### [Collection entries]
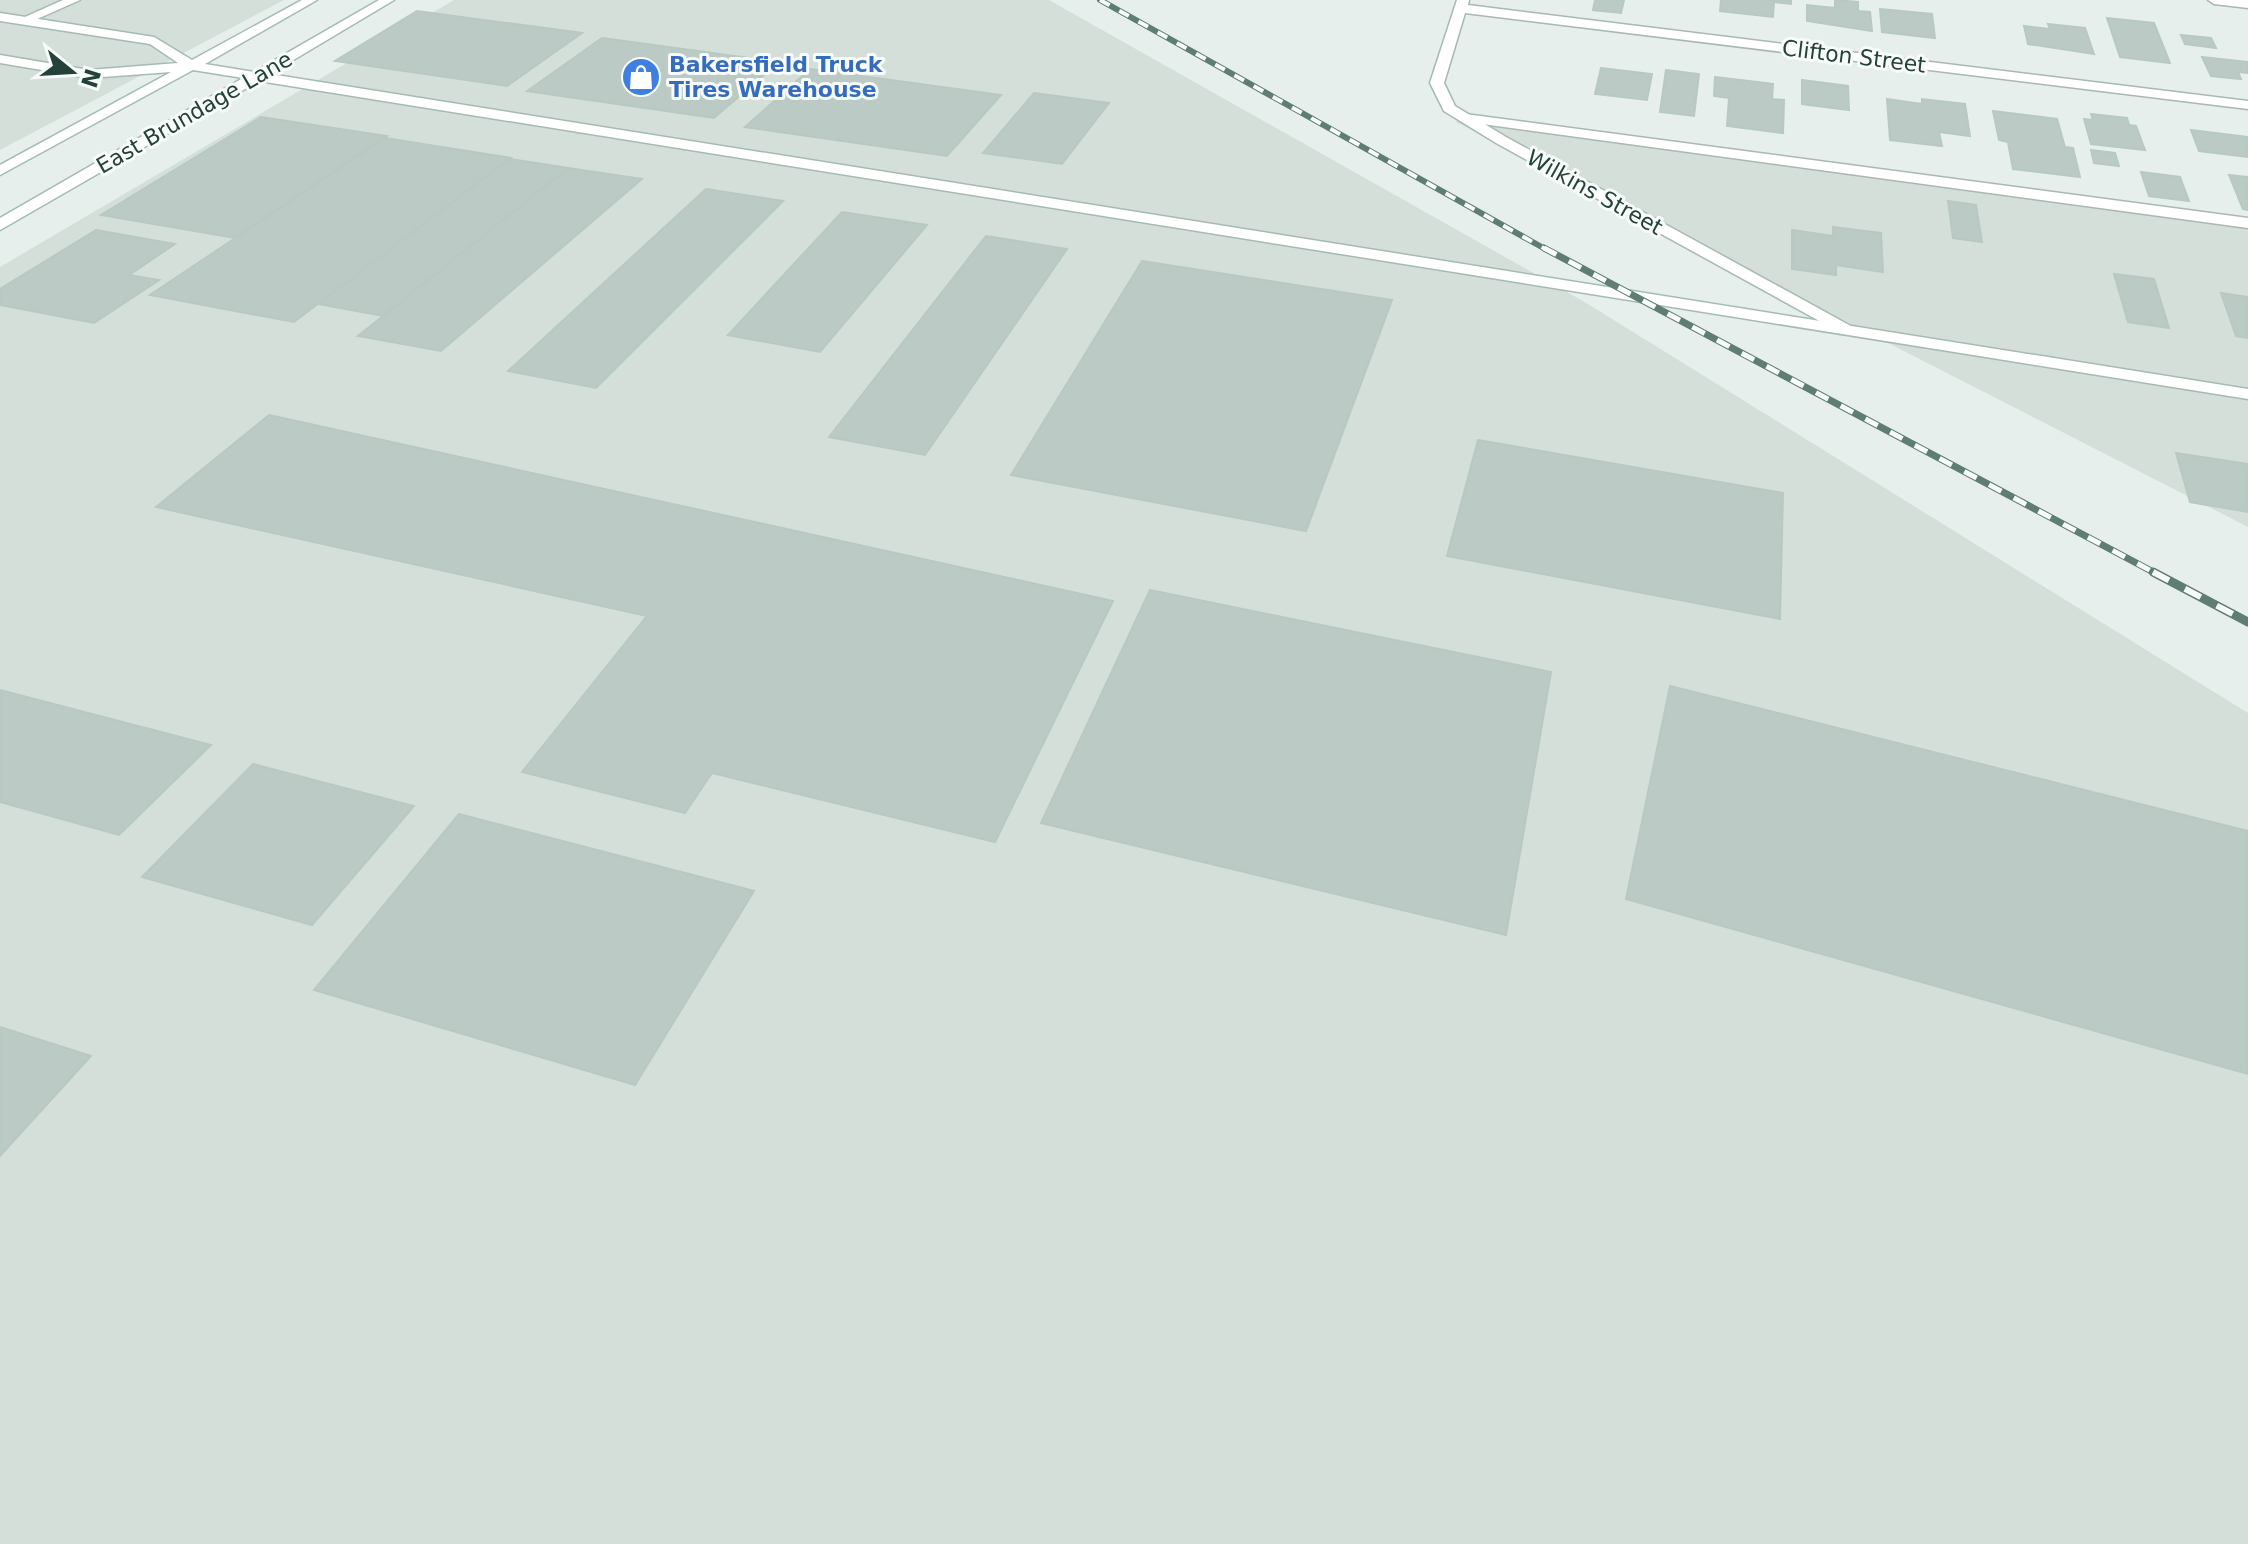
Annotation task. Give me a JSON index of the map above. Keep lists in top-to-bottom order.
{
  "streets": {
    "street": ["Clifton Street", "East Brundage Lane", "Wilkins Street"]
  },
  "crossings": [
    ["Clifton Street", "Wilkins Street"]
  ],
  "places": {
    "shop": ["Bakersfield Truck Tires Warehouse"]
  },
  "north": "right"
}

### [PROBLEM]
All entries, top to bottom, should be retyped exactly; the pictures should not be.

### [RESULT OF THE TASK]
Annotation task. Give me a JSON index of the map above. Keep lists in top-to-bottom order.
{
  "streets": {
    "street": ["Clifton Street", "East Brundage Lane", "Wilkins Street"]
  },
  "crossings": [
    ["Clifton Street", "Wilkins Street"]
  ],
  "places": {
    "shop": ["Bakersfield Truck Tires Warehouse"]
  },
  "north": "right"
}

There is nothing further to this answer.